• _WHAT TO DO_:
All of the records below are to be printed exactly; the pictures are to be left out.
===== DATA FOR ANALYSIS
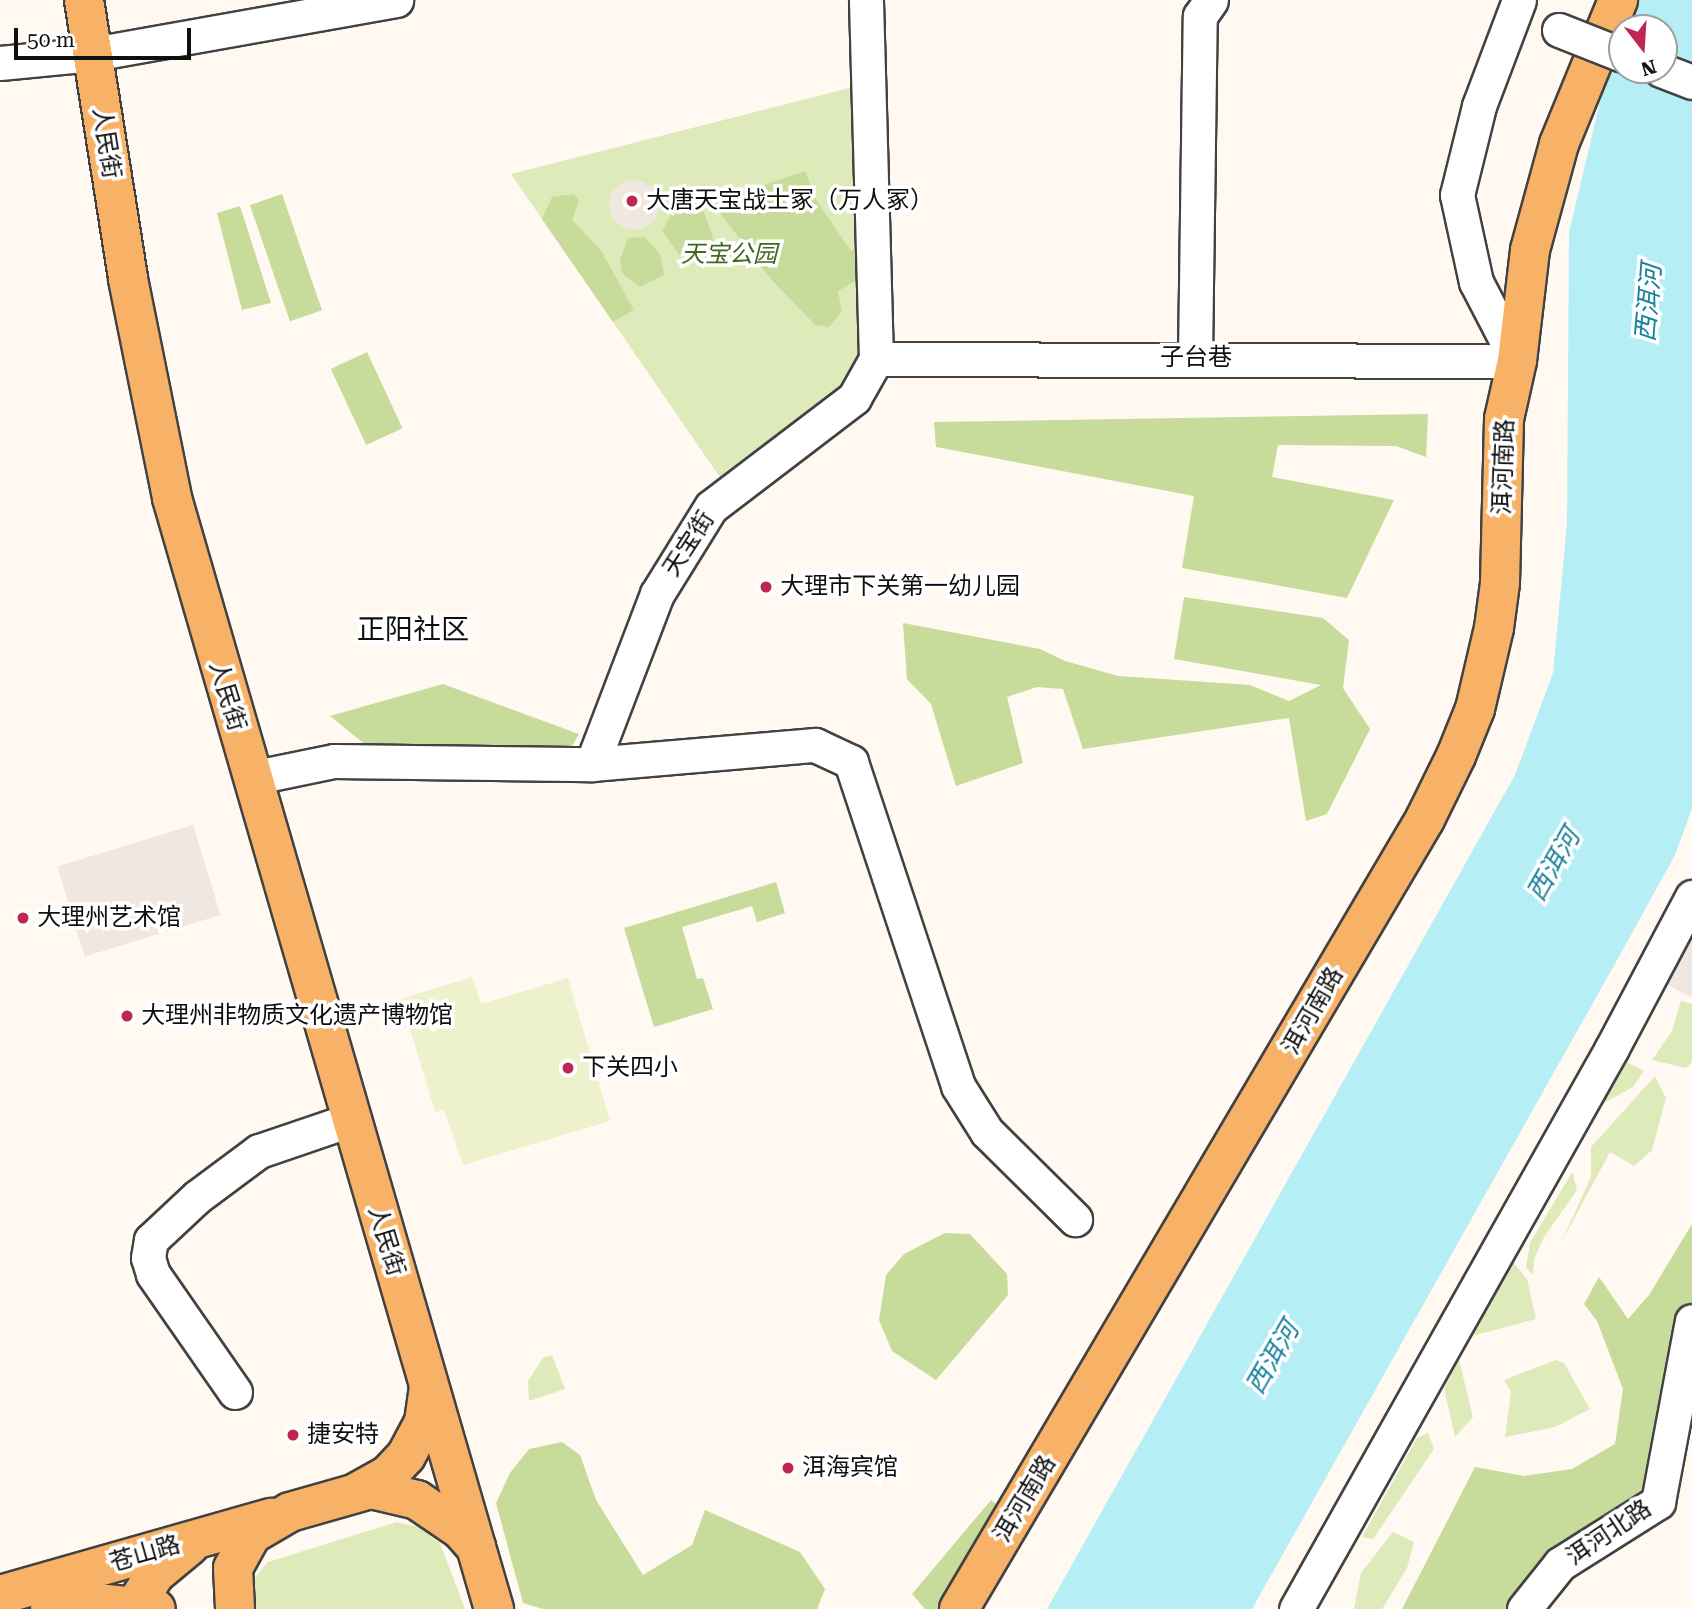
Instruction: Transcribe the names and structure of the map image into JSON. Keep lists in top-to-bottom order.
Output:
{
  "streets": {
    "main road": ["人民街", "洱河南路", "苍山路"],
    "street": ["子台巷", "天宝街", "洱河北路"]
  },
  "crossings": [
    ["子台巷", "洱河南路"],
    ["子台巷", "天宝街"]
  ],
  "districts": ["正阳社区"],
  "water": ["西洱河"],
  "parks": ["天宝公园"],
  "places": [
    "大唐天宝战士冢（万人冢）",
    "大理市下关第一幼儿园",
    "大理州艺术馆",
    "大理州非物质文化遗产博物馆",
    "下关四小",
    "捷安特",
    "洱海宾馆"
  ],
  "scale_bar": "50 m",
  "north": "bottom"
}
==========
• _SOLUTION_:
Instruction: Transcribe the names and structure of the map image into JSON. Keep lists in top-to-bottom order.
Output:
{
  "streets": {
    "main road": ["人民街", "洱河南路", "苍山路"],
    "street": ["子台巷", "天宝街", "洱河北路"]
  },
  "crossings": [
    ["子台巷", "洱河南路"],
    ["子台巷", "天宝街"]
  ],
  "districts": ["正阳社区"],
  "water": ["西洱河"],
  "parks": ["天宝公园"],
  "places": [
    "大唐天宝战士冢（万人冢）",
    "大理市下关第一幼儿园",
    "大理州艺术馆",
    "大理州非物质文化遗产博物馆",
    "下关四小",
    "捷安特",
    "洱海宾馆"
  ],
  "scale_bar": "50 m",
  "north": "bottom"
}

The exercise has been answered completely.